Turn Chrome Notifications Off For Good

Browser notifications can be helpful. Sometimes.

They can also be a frustrating imposition.

Google Chrome has a notification systems that lets you receive push notifications from websites whenever you’re online. Even when you’re no on that website.

Unlike standard web notifications, you don’t have to have the website open in your browser to receive them. And unlike app notifications, you don’t have to have the app open to receive them. As long as you’re online, you get the notification.

Websites have to ask if you want to receive notifications, and they need your sign-up to send them to you.

You’ve probably seen one of these requests:

chrome notification screenshot

Or this:

chrome notification screenshot

They look the same regardless of which website sends them because they’re a standard feature provided by Chrome.

Click “Allow,” and you’ll get one (or more) of these:

chrome notification screenshot

Click “Close” and the notification goes away. Click the notification itself and you’ll be taken to the URL the notification refers to.
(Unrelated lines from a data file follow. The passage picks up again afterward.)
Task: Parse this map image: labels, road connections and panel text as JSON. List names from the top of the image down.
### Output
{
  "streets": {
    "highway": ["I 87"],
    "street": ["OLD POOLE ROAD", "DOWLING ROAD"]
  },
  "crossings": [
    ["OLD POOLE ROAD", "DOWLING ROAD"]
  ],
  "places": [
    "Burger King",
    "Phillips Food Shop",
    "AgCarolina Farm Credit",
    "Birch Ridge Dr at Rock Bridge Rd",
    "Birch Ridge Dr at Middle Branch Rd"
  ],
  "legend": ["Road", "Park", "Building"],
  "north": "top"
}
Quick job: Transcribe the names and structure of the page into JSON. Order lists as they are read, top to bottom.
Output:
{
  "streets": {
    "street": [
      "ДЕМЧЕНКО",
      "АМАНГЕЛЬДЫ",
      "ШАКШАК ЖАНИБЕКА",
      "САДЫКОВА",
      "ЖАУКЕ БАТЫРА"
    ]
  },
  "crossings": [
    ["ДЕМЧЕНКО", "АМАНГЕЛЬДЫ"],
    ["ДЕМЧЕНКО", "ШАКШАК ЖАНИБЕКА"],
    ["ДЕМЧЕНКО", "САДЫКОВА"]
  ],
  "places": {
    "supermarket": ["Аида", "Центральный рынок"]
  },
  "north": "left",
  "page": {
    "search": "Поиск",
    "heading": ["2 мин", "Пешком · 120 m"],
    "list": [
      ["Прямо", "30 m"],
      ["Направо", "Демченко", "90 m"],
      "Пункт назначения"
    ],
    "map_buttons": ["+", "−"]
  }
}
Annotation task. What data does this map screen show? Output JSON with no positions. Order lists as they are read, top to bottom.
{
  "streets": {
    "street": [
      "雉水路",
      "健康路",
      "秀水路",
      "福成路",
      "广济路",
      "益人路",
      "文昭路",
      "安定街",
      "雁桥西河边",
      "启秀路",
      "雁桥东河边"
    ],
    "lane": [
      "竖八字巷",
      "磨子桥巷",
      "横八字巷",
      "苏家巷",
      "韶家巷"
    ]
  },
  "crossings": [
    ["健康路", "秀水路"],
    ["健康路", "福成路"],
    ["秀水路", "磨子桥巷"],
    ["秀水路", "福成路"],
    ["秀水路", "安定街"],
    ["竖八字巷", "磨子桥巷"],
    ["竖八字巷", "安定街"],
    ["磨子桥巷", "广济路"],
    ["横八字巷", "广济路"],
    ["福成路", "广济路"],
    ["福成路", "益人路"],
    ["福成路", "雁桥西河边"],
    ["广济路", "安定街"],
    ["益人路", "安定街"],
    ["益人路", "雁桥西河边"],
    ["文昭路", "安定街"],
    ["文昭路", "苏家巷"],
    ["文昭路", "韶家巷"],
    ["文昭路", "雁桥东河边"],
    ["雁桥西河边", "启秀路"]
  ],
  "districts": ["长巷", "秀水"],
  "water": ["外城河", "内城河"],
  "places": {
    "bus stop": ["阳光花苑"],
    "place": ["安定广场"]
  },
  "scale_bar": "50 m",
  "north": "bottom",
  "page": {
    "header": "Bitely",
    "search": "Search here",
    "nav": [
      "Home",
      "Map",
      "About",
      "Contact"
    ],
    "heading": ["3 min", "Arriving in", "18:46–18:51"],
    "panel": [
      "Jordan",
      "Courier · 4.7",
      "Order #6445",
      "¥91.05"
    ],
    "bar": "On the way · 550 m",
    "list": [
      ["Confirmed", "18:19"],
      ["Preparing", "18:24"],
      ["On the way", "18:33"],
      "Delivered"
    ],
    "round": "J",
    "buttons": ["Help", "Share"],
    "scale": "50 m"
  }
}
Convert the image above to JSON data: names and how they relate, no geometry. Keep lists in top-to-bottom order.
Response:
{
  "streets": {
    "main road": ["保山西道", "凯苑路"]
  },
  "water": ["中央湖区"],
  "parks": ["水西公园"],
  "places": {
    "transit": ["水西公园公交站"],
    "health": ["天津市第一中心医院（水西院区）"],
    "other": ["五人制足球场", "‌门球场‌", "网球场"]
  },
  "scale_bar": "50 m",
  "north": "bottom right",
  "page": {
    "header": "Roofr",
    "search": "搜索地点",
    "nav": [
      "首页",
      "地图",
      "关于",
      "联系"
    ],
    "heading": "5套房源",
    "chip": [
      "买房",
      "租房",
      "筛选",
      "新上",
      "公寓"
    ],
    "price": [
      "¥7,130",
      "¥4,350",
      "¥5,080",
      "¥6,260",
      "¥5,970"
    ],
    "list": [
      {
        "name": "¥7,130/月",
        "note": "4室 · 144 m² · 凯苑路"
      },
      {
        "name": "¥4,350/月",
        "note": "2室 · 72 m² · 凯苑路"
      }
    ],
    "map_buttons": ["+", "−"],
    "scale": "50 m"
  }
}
Some sites will deluge you with these notifications, making it difficult to concentrate, interrupting work and leisure alike with their demands for your attention. Some sites get aggressive enough that it feels like spam and malware.

As a direct, real-time line of communication with users, they’re popular with marketers. But users, besieged by notifications from dozens of different websites, often feel differently.

For years I rejected each of these notification requests manually.

But what if I told you that you could turn the requests off permanently?.

It’s true. You can turn all of them off right in Chrome itself. You’ll never get another notification request ever again.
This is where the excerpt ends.